### Provided material
--- START ---

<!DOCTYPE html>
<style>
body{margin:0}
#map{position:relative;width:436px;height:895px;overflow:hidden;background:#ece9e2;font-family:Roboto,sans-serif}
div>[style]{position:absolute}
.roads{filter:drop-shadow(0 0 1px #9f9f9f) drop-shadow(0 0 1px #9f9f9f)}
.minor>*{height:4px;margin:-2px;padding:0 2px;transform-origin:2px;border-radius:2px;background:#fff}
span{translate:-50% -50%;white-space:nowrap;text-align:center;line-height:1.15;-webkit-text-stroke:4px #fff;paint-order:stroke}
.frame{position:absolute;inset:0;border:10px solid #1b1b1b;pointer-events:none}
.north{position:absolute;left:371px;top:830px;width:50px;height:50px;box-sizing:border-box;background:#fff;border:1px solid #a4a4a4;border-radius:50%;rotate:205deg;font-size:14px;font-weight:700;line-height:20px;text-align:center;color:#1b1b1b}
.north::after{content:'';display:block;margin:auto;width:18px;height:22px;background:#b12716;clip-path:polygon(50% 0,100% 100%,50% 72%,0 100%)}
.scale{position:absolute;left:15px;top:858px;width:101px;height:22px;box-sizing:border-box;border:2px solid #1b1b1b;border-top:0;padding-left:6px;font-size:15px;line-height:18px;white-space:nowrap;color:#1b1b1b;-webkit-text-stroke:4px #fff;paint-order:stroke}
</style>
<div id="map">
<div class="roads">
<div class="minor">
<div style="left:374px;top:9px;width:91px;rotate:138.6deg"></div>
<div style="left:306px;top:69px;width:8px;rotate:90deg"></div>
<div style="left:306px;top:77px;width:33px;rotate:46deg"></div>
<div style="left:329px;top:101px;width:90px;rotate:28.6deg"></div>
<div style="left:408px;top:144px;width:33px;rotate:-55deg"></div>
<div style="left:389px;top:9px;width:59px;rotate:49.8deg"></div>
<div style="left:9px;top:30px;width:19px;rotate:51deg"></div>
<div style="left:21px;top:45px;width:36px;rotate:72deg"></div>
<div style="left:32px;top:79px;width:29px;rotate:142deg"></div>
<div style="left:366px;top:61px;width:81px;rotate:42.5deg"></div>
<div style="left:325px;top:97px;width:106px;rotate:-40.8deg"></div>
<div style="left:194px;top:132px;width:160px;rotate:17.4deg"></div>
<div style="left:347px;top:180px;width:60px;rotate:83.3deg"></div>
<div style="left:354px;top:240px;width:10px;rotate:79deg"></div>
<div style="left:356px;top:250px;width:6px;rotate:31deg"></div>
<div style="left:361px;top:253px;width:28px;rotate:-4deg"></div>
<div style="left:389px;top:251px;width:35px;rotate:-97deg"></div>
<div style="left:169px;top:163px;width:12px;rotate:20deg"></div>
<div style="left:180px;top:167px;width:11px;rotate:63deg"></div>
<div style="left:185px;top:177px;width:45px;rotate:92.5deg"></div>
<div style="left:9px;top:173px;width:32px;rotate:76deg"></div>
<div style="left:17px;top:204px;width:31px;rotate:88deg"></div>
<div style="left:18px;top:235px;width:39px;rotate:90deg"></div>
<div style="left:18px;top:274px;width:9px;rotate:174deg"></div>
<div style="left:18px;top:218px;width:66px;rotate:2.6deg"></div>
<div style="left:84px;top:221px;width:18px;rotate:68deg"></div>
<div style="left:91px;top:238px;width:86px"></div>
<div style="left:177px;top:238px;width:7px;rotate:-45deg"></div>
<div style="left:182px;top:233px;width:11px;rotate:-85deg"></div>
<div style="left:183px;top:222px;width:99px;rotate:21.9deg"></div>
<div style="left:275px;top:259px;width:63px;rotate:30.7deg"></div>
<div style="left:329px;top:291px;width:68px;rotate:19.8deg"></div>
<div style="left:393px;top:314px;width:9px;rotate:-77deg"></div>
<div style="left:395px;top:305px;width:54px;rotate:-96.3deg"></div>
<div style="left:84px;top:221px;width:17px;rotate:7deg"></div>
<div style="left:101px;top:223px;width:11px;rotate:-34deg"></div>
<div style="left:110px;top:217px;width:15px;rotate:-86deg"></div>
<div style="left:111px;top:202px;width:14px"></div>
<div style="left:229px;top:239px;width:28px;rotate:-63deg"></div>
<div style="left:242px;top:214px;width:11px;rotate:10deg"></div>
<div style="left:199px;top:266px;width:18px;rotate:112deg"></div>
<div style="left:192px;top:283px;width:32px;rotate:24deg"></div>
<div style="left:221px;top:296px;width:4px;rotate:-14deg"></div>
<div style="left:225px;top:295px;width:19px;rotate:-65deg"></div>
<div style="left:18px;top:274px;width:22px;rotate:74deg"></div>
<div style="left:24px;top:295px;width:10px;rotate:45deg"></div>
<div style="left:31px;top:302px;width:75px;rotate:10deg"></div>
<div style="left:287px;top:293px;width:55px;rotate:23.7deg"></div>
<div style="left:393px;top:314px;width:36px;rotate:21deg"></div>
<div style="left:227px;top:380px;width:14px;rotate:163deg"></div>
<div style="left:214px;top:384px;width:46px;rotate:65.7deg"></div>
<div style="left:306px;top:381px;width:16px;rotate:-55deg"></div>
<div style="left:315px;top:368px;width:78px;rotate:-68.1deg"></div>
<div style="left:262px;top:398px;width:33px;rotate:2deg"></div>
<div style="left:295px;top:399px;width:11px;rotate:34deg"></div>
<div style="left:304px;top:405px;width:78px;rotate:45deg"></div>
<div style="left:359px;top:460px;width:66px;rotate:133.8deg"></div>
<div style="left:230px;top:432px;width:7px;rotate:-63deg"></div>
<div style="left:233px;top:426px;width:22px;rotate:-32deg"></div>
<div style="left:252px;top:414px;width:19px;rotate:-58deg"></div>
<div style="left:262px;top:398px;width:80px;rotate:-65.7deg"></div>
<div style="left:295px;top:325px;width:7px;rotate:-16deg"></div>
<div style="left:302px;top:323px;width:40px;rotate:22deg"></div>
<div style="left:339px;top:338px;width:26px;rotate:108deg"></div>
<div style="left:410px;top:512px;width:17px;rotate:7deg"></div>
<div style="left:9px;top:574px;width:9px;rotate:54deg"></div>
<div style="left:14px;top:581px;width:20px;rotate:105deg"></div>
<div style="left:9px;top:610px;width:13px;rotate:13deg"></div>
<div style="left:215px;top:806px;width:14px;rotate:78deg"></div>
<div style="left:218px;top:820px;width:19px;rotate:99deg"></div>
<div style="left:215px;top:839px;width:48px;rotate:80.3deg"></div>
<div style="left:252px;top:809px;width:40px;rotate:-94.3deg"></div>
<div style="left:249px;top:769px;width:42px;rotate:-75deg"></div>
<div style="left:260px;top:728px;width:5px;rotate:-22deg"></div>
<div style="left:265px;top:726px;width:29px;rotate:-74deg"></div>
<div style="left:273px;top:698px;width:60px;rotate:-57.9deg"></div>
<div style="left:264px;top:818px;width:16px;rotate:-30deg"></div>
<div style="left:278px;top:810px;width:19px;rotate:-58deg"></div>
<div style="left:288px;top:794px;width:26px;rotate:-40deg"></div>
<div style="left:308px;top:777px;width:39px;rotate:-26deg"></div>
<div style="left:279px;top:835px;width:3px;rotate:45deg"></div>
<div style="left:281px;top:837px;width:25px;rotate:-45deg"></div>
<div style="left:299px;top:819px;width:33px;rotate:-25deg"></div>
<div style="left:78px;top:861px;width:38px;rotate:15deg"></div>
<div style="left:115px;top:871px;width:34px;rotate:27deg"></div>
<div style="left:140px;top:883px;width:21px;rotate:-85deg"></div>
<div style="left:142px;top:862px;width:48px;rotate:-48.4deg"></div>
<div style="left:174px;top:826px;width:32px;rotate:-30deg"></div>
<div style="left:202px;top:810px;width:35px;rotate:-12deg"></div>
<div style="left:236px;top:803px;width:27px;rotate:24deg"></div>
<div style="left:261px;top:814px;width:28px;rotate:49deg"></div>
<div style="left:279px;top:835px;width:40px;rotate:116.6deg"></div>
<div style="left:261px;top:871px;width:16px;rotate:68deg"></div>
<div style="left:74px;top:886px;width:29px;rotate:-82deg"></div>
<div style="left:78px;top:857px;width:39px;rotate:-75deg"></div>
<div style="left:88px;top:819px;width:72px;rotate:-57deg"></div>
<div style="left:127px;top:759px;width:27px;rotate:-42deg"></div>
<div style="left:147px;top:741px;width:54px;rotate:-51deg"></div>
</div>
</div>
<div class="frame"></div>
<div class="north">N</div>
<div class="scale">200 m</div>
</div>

--- END ---

### What needs to be done
Please output an exact copy of the lines above, from the opening line of the data down to the line that contains "1px #9f9f9f) drop-shadow(0".

### Response to the task
<!DOCTYPE html>
<style>
body{margin:0}
#map{position:relative;width:436px;height:895px;overflow:hidden;background:#ece9e2;font-family:Roboto,sans-serif}
div>[style]{position:absolute}
.roads{filter:drop-shadow(0 0 1px #9f9f9f) drop-shadow(0 0 1px #9f9f9f)}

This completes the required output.